(Collected data entries)
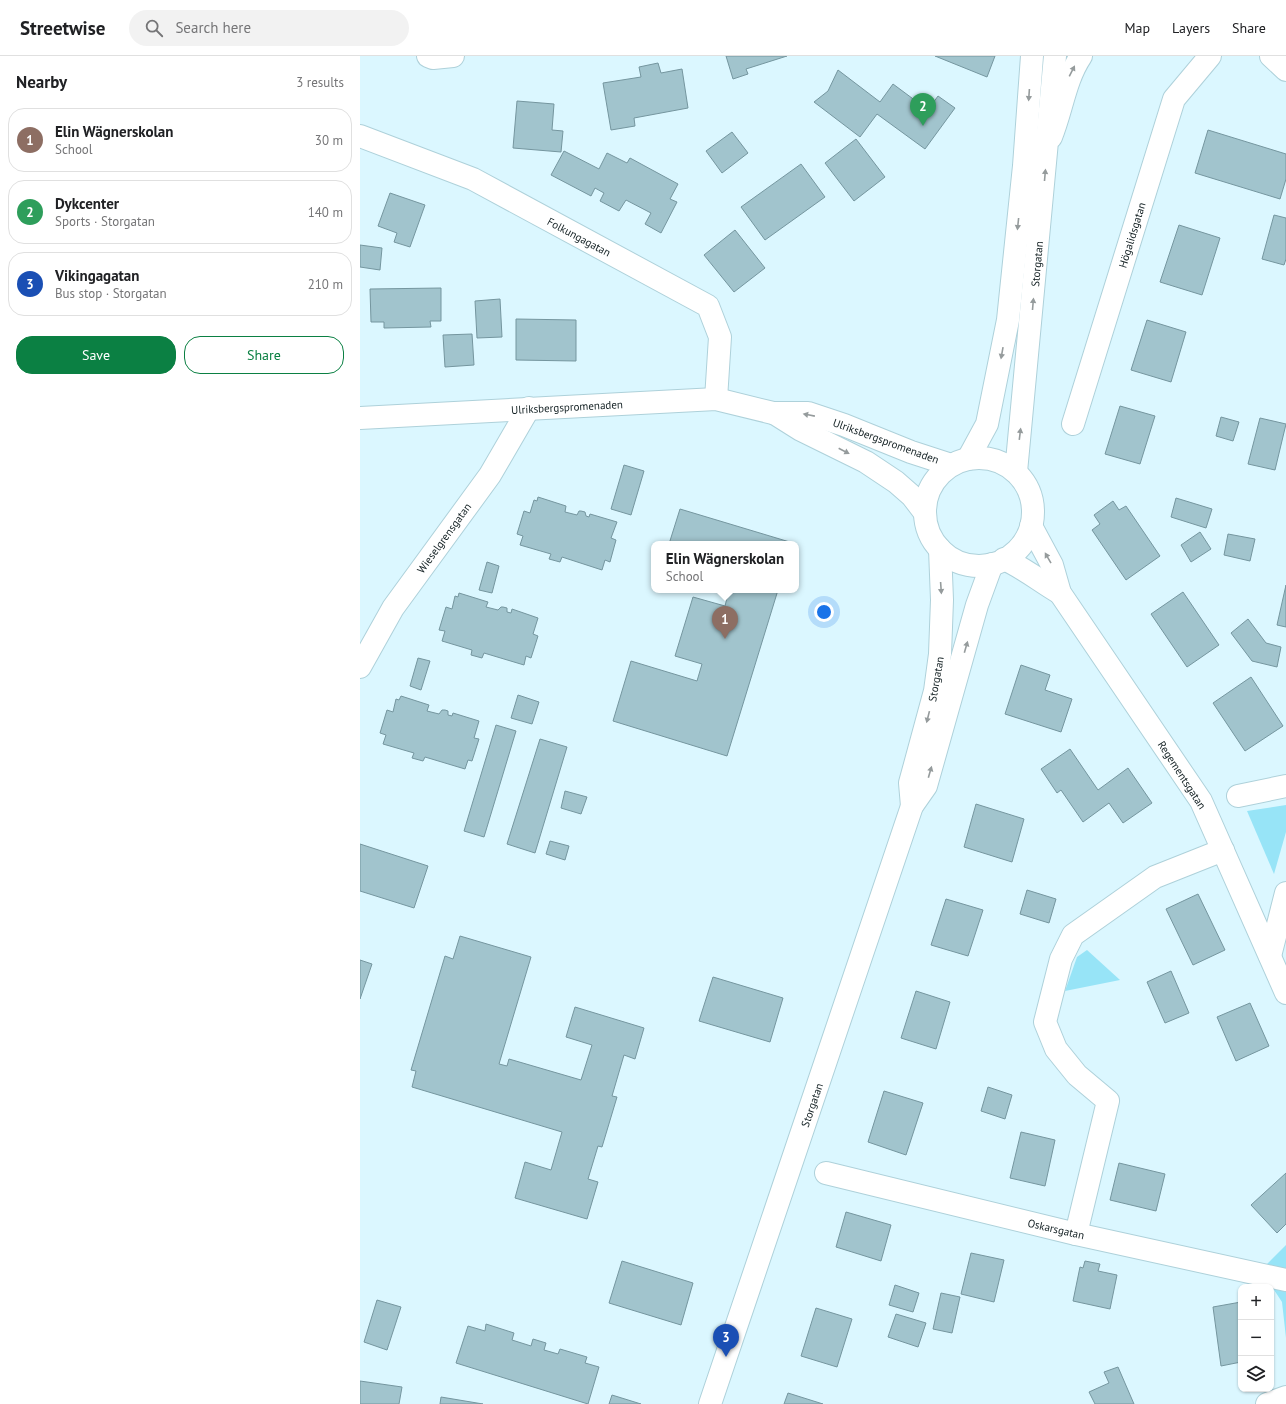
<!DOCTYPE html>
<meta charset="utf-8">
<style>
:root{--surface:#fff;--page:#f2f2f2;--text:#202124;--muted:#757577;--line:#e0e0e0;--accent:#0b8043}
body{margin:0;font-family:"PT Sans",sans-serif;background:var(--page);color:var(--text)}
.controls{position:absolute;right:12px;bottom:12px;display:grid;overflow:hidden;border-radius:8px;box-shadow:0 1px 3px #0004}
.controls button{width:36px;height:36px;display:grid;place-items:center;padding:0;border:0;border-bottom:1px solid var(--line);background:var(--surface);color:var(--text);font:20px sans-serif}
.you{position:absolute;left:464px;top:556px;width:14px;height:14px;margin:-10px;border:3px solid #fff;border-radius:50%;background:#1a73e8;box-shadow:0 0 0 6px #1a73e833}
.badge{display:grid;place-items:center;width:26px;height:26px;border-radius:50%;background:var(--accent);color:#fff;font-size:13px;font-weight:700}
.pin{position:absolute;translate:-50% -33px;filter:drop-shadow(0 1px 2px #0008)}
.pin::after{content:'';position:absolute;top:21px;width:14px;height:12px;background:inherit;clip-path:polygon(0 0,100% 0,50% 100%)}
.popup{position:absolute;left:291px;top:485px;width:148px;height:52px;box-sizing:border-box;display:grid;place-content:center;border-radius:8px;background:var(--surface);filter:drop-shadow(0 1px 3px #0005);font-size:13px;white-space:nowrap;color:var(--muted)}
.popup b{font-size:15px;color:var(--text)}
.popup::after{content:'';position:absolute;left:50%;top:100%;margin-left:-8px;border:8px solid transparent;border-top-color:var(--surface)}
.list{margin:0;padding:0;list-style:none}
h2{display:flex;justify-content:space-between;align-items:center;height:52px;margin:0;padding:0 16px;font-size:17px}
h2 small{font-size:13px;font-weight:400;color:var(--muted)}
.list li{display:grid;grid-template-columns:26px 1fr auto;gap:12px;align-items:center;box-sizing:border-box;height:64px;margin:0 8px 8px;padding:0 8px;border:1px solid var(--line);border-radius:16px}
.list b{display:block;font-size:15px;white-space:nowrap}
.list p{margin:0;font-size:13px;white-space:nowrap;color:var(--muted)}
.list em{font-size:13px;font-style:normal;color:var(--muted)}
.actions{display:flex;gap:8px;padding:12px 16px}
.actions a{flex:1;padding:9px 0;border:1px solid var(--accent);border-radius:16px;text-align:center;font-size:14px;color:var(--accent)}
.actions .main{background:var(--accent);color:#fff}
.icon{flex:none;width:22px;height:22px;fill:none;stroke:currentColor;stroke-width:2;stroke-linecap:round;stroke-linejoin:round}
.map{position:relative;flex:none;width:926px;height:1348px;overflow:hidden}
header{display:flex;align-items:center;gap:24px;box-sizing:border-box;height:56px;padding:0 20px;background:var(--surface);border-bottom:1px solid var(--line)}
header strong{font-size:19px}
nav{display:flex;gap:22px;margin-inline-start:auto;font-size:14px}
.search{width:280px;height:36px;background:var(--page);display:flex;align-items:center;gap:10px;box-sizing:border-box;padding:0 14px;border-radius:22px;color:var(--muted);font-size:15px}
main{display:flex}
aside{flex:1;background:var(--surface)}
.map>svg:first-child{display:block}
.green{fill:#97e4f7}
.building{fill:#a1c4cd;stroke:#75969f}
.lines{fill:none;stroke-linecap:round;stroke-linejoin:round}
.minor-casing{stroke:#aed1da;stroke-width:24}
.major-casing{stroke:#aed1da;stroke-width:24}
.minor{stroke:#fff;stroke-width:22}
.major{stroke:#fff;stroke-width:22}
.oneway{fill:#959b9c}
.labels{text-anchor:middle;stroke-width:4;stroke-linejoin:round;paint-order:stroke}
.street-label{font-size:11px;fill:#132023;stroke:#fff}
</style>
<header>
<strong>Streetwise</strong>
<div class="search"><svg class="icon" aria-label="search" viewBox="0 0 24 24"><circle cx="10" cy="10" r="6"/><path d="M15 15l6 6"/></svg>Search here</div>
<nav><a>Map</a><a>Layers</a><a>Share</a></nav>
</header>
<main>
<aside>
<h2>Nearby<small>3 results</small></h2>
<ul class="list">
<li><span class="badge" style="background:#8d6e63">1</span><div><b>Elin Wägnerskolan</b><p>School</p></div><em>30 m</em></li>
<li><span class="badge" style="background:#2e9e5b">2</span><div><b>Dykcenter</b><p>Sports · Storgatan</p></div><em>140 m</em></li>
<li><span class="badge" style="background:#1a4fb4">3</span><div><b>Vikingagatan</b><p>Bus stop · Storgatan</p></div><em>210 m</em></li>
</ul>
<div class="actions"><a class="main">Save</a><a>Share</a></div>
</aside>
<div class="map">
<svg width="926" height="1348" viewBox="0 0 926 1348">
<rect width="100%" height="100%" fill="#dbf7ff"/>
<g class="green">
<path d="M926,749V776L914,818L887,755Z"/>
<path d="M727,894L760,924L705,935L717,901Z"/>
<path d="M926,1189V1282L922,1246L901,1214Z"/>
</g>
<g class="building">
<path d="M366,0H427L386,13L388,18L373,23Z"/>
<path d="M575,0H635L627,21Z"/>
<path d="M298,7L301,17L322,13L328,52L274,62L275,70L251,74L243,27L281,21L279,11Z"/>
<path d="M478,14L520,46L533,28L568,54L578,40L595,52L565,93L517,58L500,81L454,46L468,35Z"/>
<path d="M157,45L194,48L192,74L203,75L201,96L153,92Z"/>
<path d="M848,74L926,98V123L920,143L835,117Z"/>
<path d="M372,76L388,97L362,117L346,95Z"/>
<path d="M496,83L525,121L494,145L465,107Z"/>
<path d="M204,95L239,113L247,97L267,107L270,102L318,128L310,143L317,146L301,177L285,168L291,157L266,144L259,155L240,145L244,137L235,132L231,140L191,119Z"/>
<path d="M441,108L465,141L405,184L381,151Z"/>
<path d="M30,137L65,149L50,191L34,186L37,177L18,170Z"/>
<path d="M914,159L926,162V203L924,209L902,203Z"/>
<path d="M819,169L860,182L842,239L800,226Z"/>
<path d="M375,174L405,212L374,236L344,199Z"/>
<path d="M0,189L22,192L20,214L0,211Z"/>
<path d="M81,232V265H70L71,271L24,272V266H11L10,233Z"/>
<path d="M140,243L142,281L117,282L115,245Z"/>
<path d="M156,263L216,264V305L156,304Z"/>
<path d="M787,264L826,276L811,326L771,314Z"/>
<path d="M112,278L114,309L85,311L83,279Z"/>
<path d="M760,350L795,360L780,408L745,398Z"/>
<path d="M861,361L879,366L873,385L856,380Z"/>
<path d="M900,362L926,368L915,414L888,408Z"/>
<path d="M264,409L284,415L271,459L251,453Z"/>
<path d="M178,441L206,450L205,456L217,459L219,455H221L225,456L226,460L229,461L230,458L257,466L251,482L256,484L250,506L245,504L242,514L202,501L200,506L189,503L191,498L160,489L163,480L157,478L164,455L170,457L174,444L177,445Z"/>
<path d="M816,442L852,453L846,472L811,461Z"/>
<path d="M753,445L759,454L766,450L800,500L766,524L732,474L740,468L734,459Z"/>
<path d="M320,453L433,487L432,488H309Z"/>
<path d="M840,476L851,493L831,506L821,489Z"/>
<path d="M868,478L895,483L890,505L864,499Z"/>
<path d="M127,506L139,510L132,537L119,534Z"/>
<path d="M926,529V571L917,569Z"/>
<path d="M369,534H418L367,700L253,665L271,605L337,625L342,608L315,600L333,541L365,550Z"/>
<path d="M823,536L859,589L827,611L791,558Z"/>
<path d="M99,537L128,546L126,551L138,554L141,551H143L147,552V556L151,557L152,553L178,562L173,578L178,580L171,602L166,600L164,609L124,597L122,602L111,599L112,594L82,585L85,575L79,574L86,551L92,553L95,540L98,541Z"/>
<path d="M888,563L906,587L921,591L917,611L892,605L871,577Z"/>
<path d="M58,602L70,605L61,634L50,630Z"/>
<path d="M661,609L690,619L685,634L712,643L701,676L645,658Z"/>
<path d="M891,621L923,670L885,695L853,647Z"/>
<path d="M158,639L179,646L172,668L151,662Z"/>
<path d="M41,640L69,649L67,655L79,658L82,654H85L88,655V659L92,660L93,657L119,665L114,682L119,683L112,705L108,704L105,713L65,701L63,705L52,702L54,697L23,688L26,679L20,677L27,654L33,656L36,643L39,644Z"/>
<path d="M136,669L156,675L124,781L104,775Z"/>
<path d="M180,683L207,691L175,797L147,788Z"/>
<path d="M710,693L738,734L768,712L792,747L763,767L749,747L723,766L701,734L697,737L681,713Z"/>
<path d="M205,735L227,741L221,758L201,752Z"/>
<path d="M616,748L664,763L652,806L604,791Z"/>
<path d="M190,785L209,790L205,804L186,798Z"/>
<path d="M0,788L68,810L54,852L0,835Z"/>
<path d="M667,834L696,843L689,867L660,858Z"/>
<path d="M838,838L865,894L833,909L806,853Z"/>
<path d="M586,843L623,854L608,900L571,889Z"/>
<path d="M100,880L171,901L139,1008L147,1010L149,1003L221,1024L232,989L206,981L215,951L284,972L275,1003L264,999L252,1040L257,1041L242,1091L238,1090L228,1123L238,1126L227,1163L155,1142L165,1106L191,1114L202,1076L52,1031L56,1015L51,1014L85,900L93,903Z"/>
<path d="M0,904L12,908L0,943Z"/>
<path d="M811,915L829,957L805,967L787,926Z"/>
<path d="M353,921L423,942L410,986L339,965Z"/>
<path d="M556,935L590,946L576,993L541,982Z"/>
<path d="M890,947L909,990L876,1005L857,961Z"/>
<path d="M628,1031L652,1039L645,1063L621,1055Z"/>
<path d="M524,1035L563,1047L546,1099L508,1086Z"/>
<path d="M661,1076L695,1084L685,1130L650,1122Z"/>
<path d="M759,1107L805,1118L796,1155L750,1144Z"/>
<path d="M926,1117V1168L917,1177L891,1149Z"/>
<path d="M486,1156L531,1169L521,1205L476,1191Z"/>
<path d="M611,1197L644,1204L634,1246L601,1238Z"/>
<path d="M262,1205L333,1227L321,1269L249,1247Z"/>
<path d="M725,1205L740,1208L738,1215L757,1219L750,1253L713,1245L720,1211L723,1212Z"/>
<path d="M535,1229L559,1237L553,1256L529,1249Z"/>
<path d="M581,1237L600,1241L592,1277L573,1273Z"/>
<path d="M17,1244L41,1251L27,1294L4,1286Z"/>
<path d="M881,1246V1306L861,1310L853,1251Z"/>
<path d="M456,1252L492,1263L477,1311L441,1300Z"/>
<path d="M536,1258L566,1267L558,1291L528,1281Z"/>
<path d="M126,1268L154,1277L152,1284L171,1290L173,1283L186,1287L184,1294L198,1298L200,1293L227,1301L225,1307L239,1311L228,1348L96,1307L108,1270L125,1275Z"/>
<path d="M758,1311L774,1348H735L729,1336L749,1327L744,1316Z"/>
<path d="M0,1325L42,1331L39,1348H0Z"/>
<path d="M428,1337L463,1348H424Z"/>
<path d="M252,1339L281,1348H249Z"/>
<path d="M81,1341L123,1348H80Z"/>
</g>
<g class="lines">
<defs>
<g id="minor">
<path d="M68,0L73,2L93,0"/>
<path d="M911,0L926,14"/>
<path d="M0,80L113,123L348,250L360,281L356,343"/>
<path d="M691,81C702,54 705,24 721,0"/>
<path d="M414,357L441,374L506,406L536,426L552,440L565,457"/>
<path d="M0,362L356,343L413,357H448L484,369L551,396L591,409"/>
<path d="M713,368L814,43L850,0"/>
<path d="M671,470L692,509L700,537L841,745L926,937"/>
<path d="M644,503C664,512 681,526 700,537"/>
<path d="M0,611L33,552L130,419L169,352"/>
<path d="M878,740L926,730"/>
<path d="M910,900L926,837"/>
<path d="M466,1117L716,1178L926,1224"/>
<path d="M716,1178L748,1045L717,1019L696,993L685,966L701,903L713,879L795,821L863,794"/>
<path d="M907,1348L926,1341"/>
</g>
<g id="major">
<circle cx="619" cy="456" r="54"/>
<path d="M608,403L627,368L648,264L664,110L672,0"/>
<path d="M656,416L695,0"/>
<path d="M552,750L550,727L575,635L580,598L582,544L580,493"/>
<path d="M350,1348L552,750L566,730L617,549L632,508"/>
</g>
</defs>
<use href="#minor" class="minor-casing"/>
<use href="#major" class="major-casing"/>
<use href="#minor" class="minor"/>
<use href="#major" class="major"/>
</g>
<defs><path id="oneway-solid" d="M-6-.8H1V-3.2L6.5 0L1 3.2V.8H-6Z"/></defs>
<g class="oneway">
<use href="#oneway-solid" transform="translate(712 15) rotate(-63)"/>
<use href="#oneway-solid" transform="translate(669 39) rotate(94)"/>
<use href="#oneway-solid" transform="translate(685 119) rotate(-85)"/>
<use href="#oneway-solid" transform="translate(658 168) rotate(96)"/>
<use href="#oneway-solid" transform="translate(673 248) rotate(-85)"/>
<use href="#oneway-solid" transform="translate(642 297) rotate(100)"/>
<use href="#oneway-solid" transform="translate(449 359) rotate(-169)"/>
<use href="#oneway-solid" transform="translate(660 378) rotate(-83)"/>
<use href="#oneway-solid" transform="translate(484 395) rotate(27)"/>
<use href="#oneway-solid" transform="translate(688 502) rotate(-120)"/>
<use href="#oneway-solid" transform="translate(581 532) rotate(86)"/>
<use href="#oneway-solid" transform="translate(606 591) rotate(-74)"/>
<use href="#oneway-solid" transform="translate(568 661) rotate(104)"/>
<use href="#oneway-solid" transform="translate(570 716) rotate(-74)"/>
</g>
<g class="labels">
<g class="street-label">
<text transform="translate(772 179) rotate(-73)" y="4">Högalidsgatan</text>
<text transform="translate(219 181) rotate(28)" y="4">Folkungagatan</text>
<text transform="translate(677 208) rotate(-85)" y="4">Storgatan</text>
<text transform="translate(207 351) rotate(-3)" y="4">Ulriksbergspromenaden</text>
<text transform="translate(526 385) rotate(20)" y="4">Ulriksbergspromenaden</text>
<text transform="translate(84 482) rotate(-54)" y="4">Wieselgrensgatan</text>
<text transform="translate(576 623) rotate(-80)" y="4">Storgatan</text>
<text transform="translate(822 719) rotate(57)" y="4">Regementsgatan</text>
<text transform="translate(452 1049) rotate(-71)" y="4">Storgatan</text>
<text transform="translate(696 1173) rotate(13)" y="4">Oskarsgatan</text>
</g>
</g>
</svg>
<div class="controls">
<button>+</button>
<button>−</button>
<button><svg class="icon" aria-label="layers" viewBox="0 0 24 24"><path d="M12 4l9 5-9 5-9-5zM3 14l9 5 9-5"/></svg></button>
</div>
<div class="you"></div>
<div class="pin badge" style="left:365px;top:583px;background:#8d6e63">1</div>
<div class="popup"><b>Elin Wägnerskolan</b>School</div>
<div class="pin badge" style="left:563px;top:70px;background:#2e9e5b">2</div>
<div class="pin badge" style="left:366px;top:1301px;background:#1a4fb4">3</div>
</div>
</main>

THE PROBLEM:
Where does the word "serif" occur in the records? Return every line that holds it.

EXERCISE ANSWER:
body{margin:0;font-family:"PT Sans",sans-serif;background:var(--page);color:var(--text)}
.controls button{width:36px;height:36px;display:grid;place-items:center;padding:0;border:0;border-bottom:1px solid var(--line);background:var(--surface);color:var(--text);font:20px sans-serif}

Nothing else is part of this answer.